STOCK_No Frills Plaza on Brant Street_Wide Shot

My office has recently been getting some questions around the No Frills Plaza on Brant Street and whether or not there is any development happening here.

At this time, the City of Burlington has not received any notice of a pre-application meeting or received notice of interest to redevelop through an application for an Official Plan Amendment or Zoning Bylaw Amendment. Certainly, no decisions have been made. Decisions can only occur through a significant public process, detailed below.

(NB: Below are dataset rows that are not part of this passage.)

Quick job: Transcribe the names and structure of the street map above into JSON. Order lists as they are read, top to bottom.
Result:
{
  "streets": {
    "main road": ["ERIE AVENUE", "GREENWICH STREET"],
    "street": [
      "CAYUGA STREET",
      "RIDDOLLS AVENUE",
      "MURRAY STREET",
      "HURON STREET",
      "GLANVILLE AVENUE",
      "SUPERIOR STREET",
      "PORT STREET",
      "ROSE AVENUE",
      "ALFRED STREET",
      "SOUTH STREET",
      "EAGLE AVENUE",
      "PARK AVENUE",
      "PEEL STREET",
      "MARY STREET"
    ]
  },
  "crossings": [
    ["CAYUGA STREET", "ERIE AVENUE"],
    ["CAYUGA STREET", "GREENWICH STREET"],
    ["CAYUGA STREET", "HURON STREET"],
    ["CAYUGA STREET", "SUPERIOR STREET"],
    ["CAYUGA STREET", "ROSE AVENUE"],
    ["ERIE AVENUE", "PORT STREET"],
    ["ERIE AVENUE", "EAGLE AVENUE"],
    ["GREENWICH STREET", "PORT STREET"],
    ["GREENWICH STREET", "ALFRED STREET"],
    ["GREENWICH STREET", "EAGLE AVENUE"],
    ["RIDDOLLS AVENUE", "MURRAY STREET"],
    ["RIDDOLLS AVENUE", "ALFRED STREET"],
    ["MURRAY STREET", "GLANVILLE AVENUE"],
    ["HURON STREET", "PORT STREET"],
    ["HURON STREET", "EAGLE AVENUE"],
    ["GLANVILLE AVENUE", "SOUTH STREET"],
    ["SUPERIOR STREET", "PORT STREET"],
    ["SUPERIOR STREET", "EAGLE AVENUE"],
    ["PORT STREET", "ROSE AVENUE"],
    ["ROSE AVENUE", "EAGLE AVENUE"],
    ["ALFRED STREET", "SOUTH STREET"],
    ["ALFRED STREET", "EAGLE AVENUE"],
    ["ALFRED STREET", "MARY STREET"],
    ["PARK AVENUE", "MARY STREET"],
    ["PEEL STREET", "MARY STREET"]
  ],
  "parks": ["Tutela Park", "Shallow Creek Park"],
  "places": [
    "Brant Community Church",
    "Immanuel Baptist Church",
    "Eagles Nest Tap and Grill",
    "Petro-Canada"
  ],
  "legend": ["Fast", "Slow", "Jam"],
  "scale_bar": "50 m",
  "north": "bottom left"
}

The Ward Councillor has asked staff for an update on this property that we can share with the public. This post will also be updated with this information once we have it.

There have been inquiries from time to time on the property and in that case staff provide information related to what the current in-force (old) Official Plan (OP) contemplates for the site, as well as what the newly approved OP (2020) calls for.

Among other things, the new OP calls for retention of a food store, as well as a community park, as part of any comprehensive redevelopment of this property. We will update this post with further details on the specifics of the Old and New OPs once gathered together. Of note, this new OP is under appeal, so it has not come into legal force and effect, though it can be used as a guide to help inform development proposals that are submitted in the meantime.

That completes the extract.